TSX Composite is in correction territory after experiencing its second worst day in 2022

The main Canadian stock index moved into correction territory to start the trading week as hot US inflation accelerated fears of a rate hike this week that could help push the US economy into recession.

The S&P/TSX Composite Index had its second worst day of the year, closing down 532.26 points, or 2.6 percent, to 19742.56, after dropping nearly 672 points in previous trading.

US stock markets suffered larger declines as the S&P 500 joined the Nasdaq in bear market territory by dropping more than 20 percent from its recent highs, while the Dow Jones Industrial Average, like the TSX, was in correction territory with a drop of 10 per cent.

In New York, the Dow Jones index lost 876.05 points to 30,516.74. The S&P 500 fell 151.23 points to 3749.63, while the Nasdaq fell 530.79 points, or 4.7 percent, to 10809.23.

Markets continued Friday’s moves lower after US inflation data for May showed no signs of stabilizing by reaching a 40-year high of 8.6 percent, higher than economists had expected.

This establishes an expectation that the US Federal Reserve will announce a 75 basis point interest rate increase on Wednesday to tackle inflation, up from the previous forecast of a 50 basis point increase.
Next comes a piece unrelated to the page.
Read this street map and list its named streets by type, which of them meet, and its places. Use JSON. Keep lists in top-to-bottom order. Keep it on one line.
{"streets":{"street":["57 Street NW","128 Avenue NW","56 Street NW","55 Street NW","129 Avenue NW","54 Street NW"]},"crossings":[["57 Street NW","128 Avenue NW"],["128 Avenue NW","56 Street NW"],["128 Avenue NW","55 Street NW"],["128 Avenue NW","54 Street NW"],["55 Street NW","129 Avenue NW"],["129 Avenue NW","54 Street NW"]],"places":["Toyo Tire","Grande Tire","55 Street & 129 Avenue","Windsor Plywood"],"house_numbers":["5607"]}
The base point is one hundredth of a percent.

“This obviously prompts investors to take a more cautious approach in how they think about valuations and how they think about the challenging business environment ahead,” said Ryan Crowther, portfolio manager at Franklin Templeton Canada.

There is more and more talk of a stagnant environment, he said in an interview.
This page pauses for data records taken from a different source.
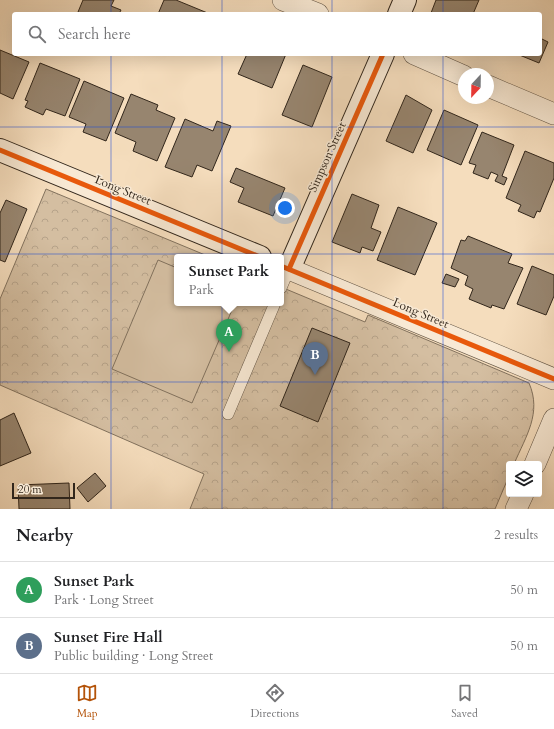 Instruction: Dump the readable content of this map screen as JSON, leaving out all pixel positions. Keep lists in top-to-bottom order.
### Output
{
  "streets": {
    "street": ["Simpson Street", "Long Street"]
  },
  "crossings": [
    ["Simpson Street", "Long Street"]
  ],
  "scale_bar": "20 m",
  "north": "bottom",
  "page": {
    "search": "Search here",
    "popup": ["Sunset Park", "Park"],
    "pins": ["A", "B"],
    "scale": "20 m",
    "heading": ["Nearby", "2 results"],
    "list": [
      {
        "mark": "A",
        "name": "Sunset Park",
        "note": "Park · Long Street",
        "value": "50 m"
      },
      {
        "mark": "B",
        "name": "Sunset Fire Hall",
        "note": "Public building · Long Street",
        "value": "50 m"
      }
    ],
    "nav": ["Map", "Directions", "Saved"]
  }
}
“And that’s getting more pricey in the stock as we lower valuations.”

Crowther said that bear markets can provide great buying opportunities for those with a long horizon who own stocks in businesses with strong fundamentals and cash flow.

All 11 major sectors in TSX fell, with six sectors down more than 2%.
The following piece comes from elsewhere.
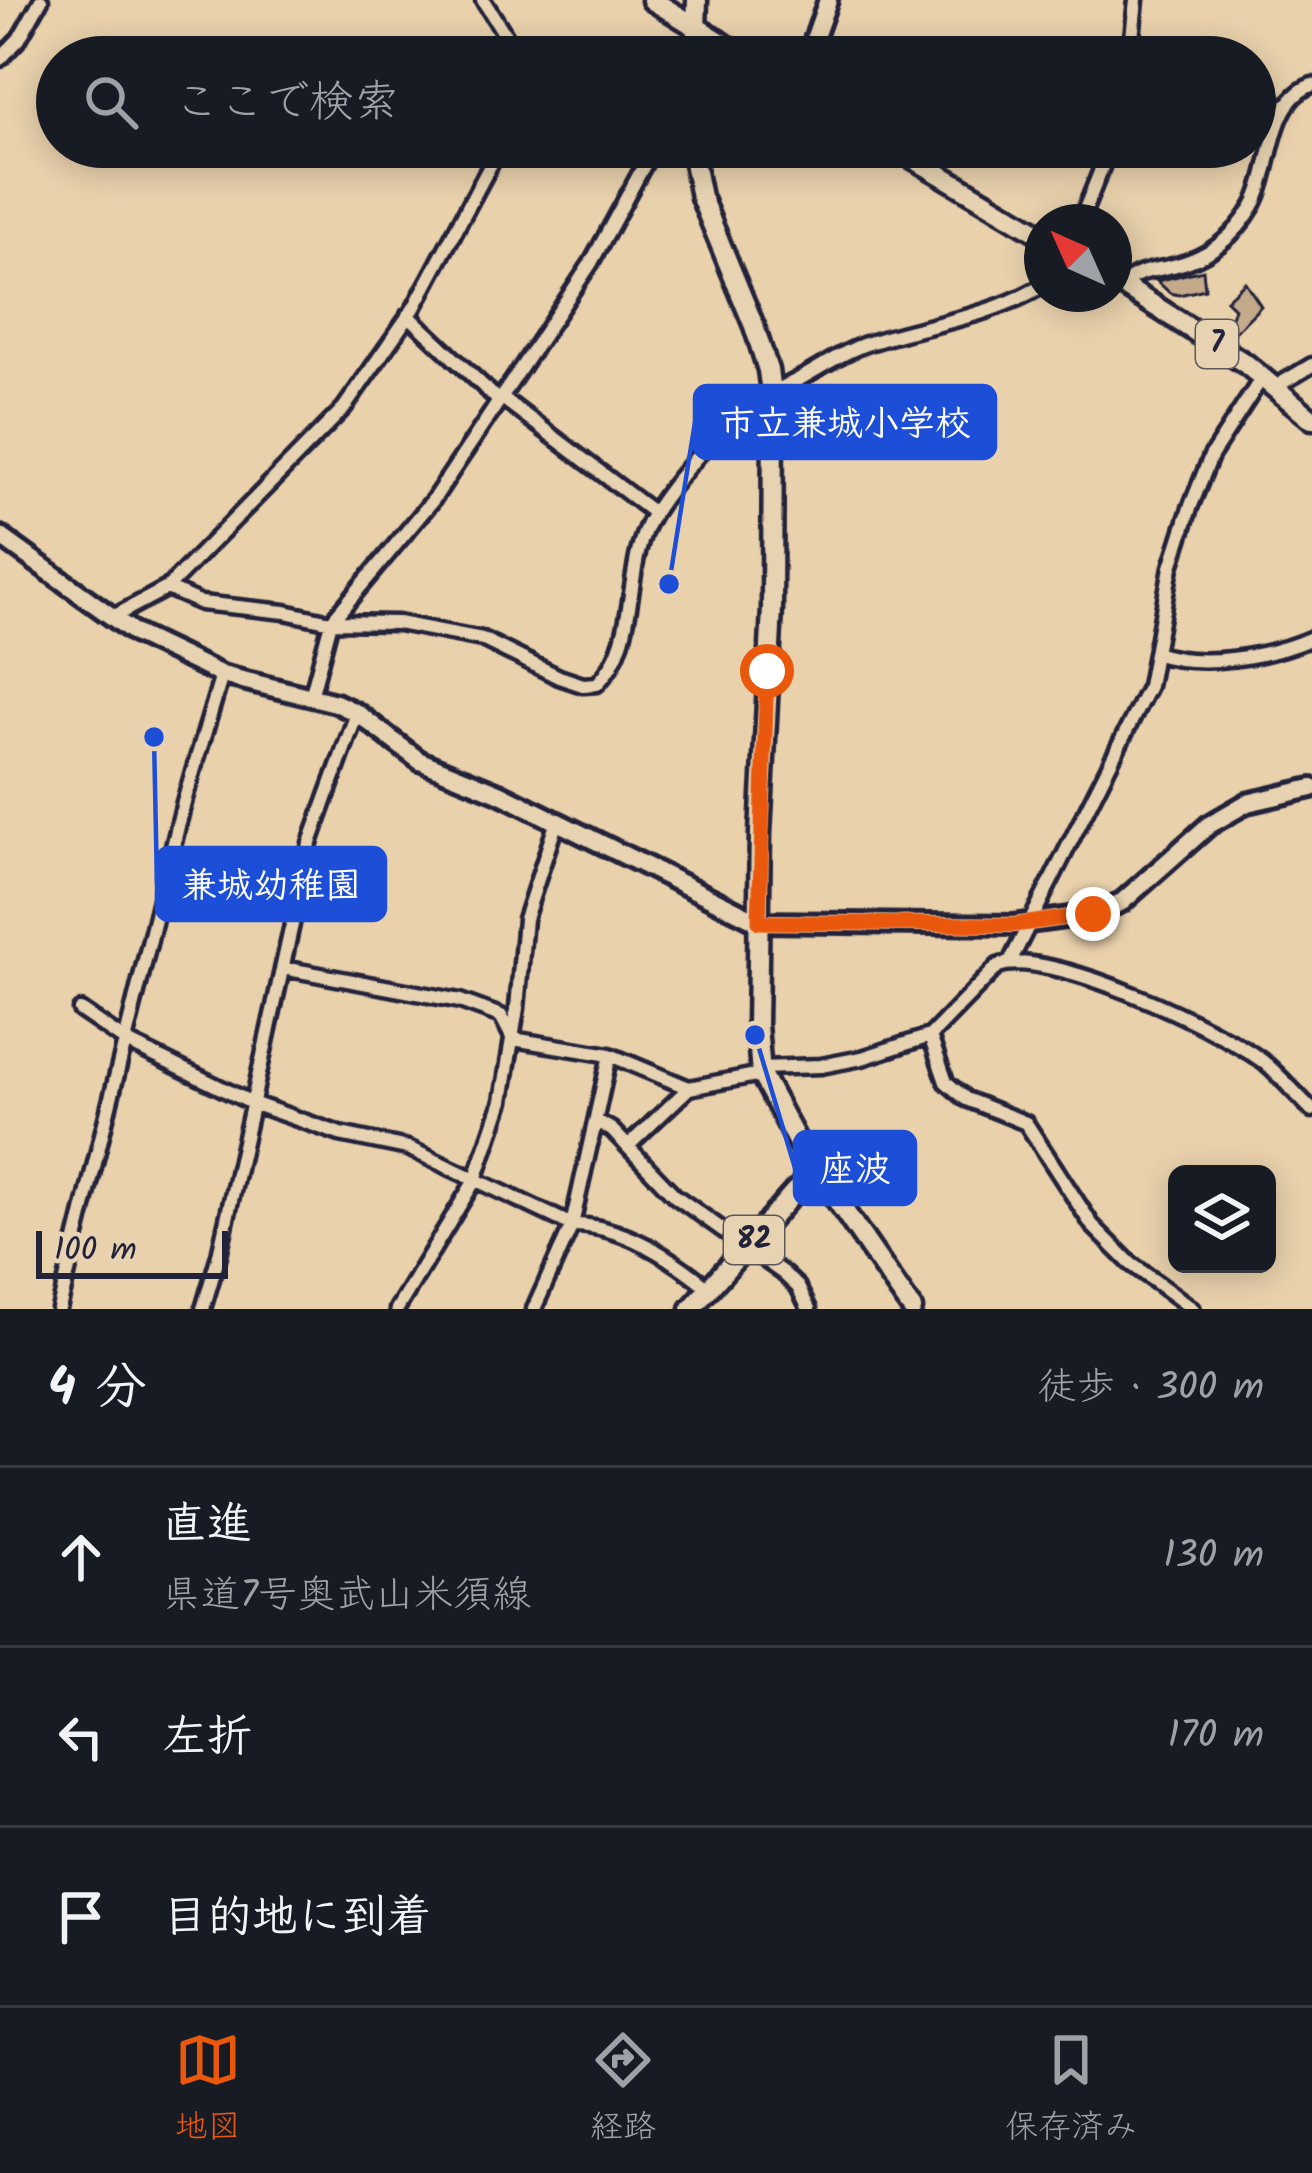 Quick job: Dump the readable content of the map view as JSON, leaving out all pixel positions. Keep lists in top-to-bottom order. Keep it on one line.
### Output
{"streets":{"main road":["7","82"]},"places":["市立兼城小学校","兼城幼稚園","座波"],"scale_bar":"100 m","north":"top left","page":{"search":"ここで検索","scale":"100 m","heading":["4 分","徒歩 · 300 m"],"list":[["直進","県道7号奥武山米須線","130 m"],["左折","170 m"],"目的地に到着"],"nav":["地図","経路","保存済み"]}}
Healthcare fell 5.1 percent with shares of Aurora Cannabis down 10.7 percent.

Materials fell 4.8 percent amid a drop in metal prices that hampered producers such as Oceangold Corp, which lost 11.6 percent.

The August gold contract was down $43.70 at $1,831.80 an ounce and the July copper contract was down 8.3 cents at $4.21 a pound.

The IT sector fell 3.6 per cent with higher bond yields as investors anticipate significant interest rate increases in the future.

US 10-year Treasuries surged to an 11-year high of 3.373 percent in the late afternoon, while Canadian 10-year government bonds were 3.519 percent. US 2-year bond yields are temporarily inverted with 10-year bond yields, a potential sign of recession.

Lightspeed Commerce Inc.’s stock fell. By 14.4 percent, while Hut 8 Mining Corp fell by 10.5 percent, and Shopify Inc fell by 9.4 percent.

Although crude oil prices were relatively flat on the day, the energy sector lost 3.1 percent with Vermilion Energy Inc down 5.8 percent.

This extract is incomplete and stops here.